En mars 2025, les députés Jan Bertels et Funda Oru (Vooruit) ont déposé une proposition de loi interdisant aux hôpitaux de facturer des frais supplémentaires liés au confort ou à l’aménagement des chambres. Les fédérations hospitalières devaient rendre leur avis pour le 3 septembre.
Le texte modifie l’article 97 de la loi coordonnée sur les hôpitaux (2008) et prévoit qu’aucun supplément ne pourra être demandé pour le confort d’une chambre, qu’elle soit individuelle, double ou commune, y compris en hospitalisation de jour. La seule exception reste le supplément déjà prévu par la loi pour un séjour en chambre individuelle.
L’objectif est de renforcer la transparence pour les patients et leurs familles, souvent confrontés à des factures imprévues ou difficiles à comprendre. Les hôpitaux facturent encore des montants additionnels pour l’utilisation d’un réfrigérateur, d’une télévision ou pour du mobilier supplémentaire. Selon les auteurs, ces frais créent de la frustration et une inégalité de traitement entre patients en fonction de leurs moyens financiers.
La proposition établit que le patient ne paiera que les soins médicaux, le supplément légal en chambre individuelle et, le cas échéant, les suppléments autorisés par la réglementation.
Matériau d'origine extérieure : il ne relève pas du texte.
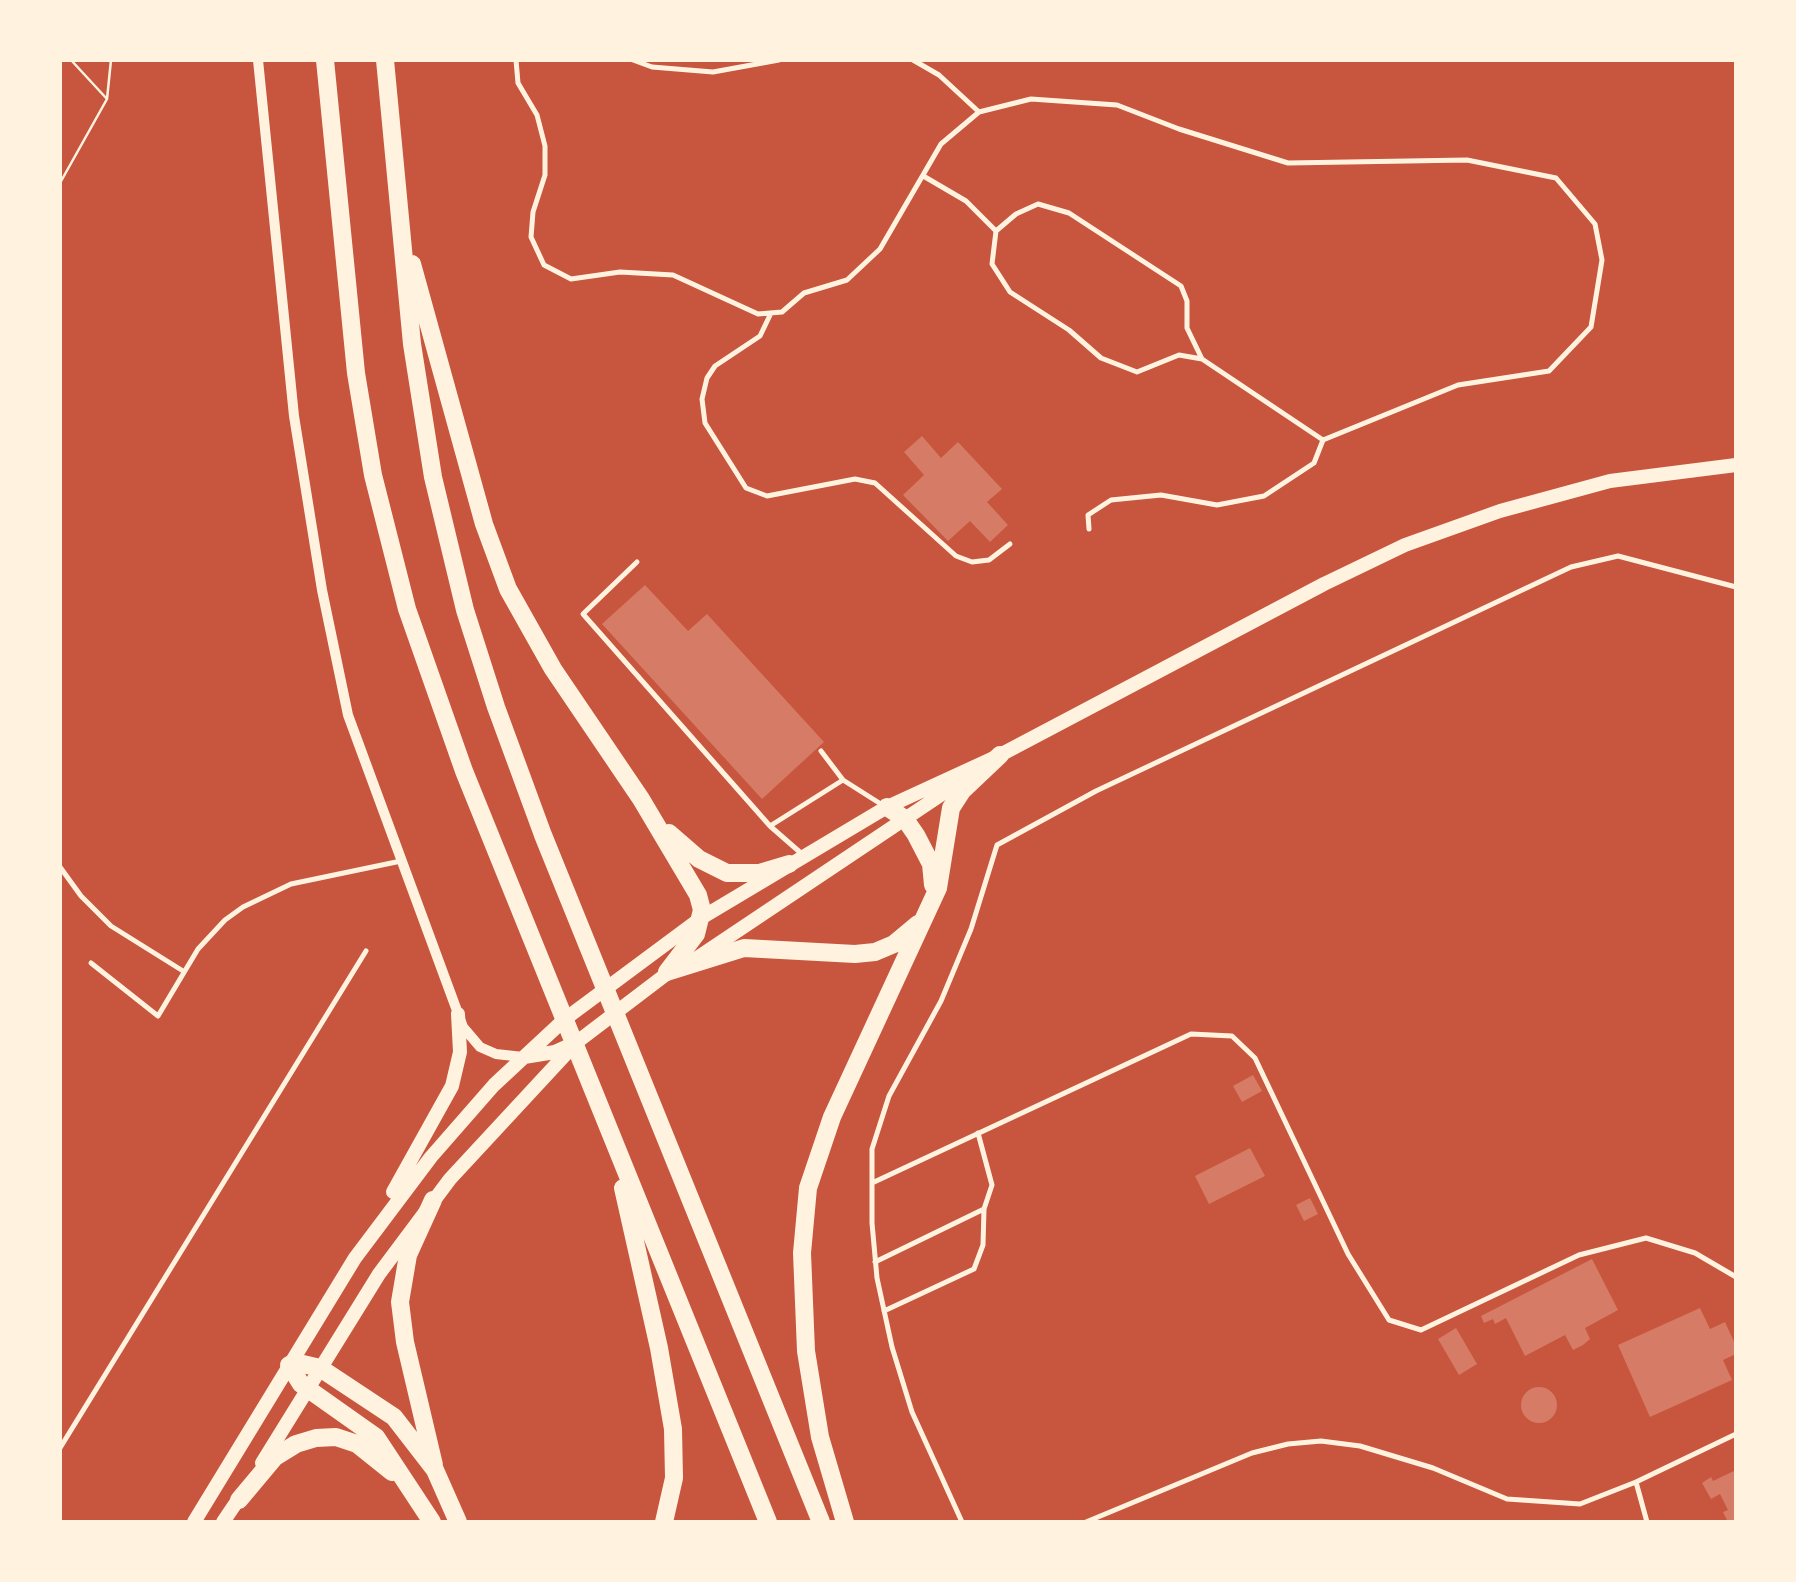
<!DOCTYPE html>
<style>
body{margin:0}
#map{position:relative;width:1796px;height:1582px;overflow:hidden;background:#c8553d;font-family:"IBM Plex Serif",serif}
canvas{display:block}
.frame{position:absolute;inset:0;border:62px solid #fff3e0;pointer-events:none}
</style>
<div id="map">
<canvas width="1796" height="1582"></canvas>
<div class="frame"></div>
</div>
<script>
const g = document.querySelector('canvas').getContext('2d');
g.lineJoin = 'round';
function fillPath(path, color) { g.fillStyle = color; g.fill(path, 'evenodd'); }
const toPath = rows => new Path2D(rows.map(r => 'M' + r).join(''));
function trace(path, color, width, dash) { g.strokeStyle = color; g.lineWidth = width; g.lineCap = dash ? 'butt' : 'round'; g.setLineDash(dash || []); g.stroke(path); }
const building = toPath([
 [922,436,941,458,958,442,1002,489,987,502,1008,525,990,542,970,521,948,541,903,495,924,475,904,452],
 [645,585,688,631,707,614,824,742,762,799,602,624],
 [1253,1075,1262,1091,1242,1102,1233,1086],
 [1250,1148,1265,1176,1209,1204,1195,1176],
 [1310,1198,1318,1214,1304,1221,1296,1205],
 [1592,1259,1618,1310,1585,1328,1590,1339,1583,1345,1573,1350,1565,1335,1525,1356,1506,1318,1495,1324,1493,1319,1484,1323,1481,1316],
 [1700,1308,1710,1329,1725,1322,1736,1346,1736,1354,1723,1360,1732,1380,1650,1417,1618,1345],
 [1456,1328,1477,1364,1459,1375,1438,1339],
 '1521 1405a18 18 0 1 1 36 0a18 18 0 1 1-36 0Z',
 [1736,1470,1736,1522,1728,1522,1723,1512,1728,1510,1720,1494,1711,1499,1702,1483,1711,1477,1713,1481]
]);
const path = toPath([
 [71,60,107,99,111,60],
 [60,183,107,99]
]);
const service = toPath([
 [516,60,518,83,537,115,545,146,545,175,533,212,531,237,544,265,571,279,620,272,673,275,758,314,782,312,804,293,847,280,880,249,941,144,979,112,1031,99,1117,105,1179,129,1288,163,1467,160,1556,178,1595,224,1602,260,1591,327,1549,371,1458,385,1323,440],
 [633,60,652,67,713,72,779,60],
 [913,60,939,75,979,112],
 [925,177,966,201,996,231,992,264,1010,292,1069,330,1101,358,1137,372,1179,355,1202,359,1323,440,1314,463,1264,496,1217,505,1161,495,1111,500,1088,515,1089,529],
 [996,231,1016,214,1038,204,1069,213,1181,286,1187,301,1187,328,1202,359],
 [771,313,760,336,715,366,707,378,702,399,705,423,746,488,767,496,855,479,875,483,956,556,972,562,989,560,1010,544],
 [637,562,583,614,770,826,843,780],
 [821,751,843,780,884,806],
 [770,826,802,854],
 [60,867,81,896,111,926,183,971],
 [91,963,158,1016,198,949,225,920,243,907,291,884,401,861],
 [872,1183,1191,1034,1232,1036,1255,1058,1348,1254,1389,1320,1421,1330,1579,1255,1646,1238,1695,1253,1736,1277],
 [875,1262,984,1209,992,1185,978,1133],
 [884,1311,974,1269,983,1245,984,1209],
 [60,1448,366,951],
 [1636,1482,1647,1522],
 [962,1522,912,1412,892,1347,877,1278,872,1223,872,1149,889,1096,941,1001,971,929,997,845,1096,791,1571,567,1618,556,1736,587],
 [1086,1522,1252,1453,1288,1444,1321,1441,1360,1446,1433,1468,1507,1499,1580,1504,1636,1482,1736,1434]
]);
const minor = toPath([
 [258,60,294,416,322,590,348,715,463,1027,480,1047,496,1054,523,1057]
]);
const secondary = toPath([
 [697,958,966,778],
 [524,1057,555,1052,575,1043],
 [393,1192,452,1086,460,1052,458,1014],
 [262,1463,379,1274,450,1179,577,1042,673,969],
 [194,1522,355,1258,431,1157,494,1085,565,1019,701,918,887,807,1000,755,1324,584,1405,545,1500,511,1610,481,1736,465],
 [223,1522,242,1494]
]);
const motorway = toPath([
 [325,60,356,373,373,475,407,609,464,771,768,1522],
 [385,60,412,344,433,477,465,610,496,707,543,835,821,1522],
 [412,264,484,524,508,589,553,669,641,799,698,895,702,910,696,934,667,972],
 [887,807,905,819,916,835,931,864,933,885],
 [669,833,699,859,727,873,759,873,789,864],
 [667,972,744,948,855,954,875,952,894,944,918,924],
 [623,1188,659,1348,673,1429,674,1478,664,1522],
 [433,1200,408,1255,400,1302,405,1342,434,1465],
 [239,1500,275,1457,296,1444,316,1438,336,1437,357,1444,392,1472],
 [432,1522,376,1437,301,1384,289,1365,303,1364,320,1368,394,1417,435,1470,458,1522],
 [845,1522,820,1437,806,1351,802,1253,808,1188,832,1117,938,888,951,808,962,791,1000,755]
]);
fillPath(building, '#d67c66');
trace(path, '#fff3e0', 2.5);
trace(service, '#fff3e0', 5);
trace(minor, '#fff3e0', 10);
trace(secondary, '#fff3e0', 14);
trace(motorway, '#fff3e0', 18);
</script>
Tout autre frais de confort ne pourra plus être répercuté.
Les initiateurs estiment que cette clarification peut aussi préserver la relation médecin-patient en évitant que des discussions financières sur des coûts non liés aux soins ne viennent brouiller la communication.
Les hôpitaux redoutent toutefois un impact budgétaire important. Le Budget des Moyens Financiers alloué par l’État est déjà jugé insuffisant, et la mesure pourrait accentuer les tensions internes sur la structure des coûts et les honoraires.
Le projet prévoit une entrée en vigueur six mois après sa publication au Moniteur belge, afin de laisser le temps aux hôpitaux d’adapter leurs procédures.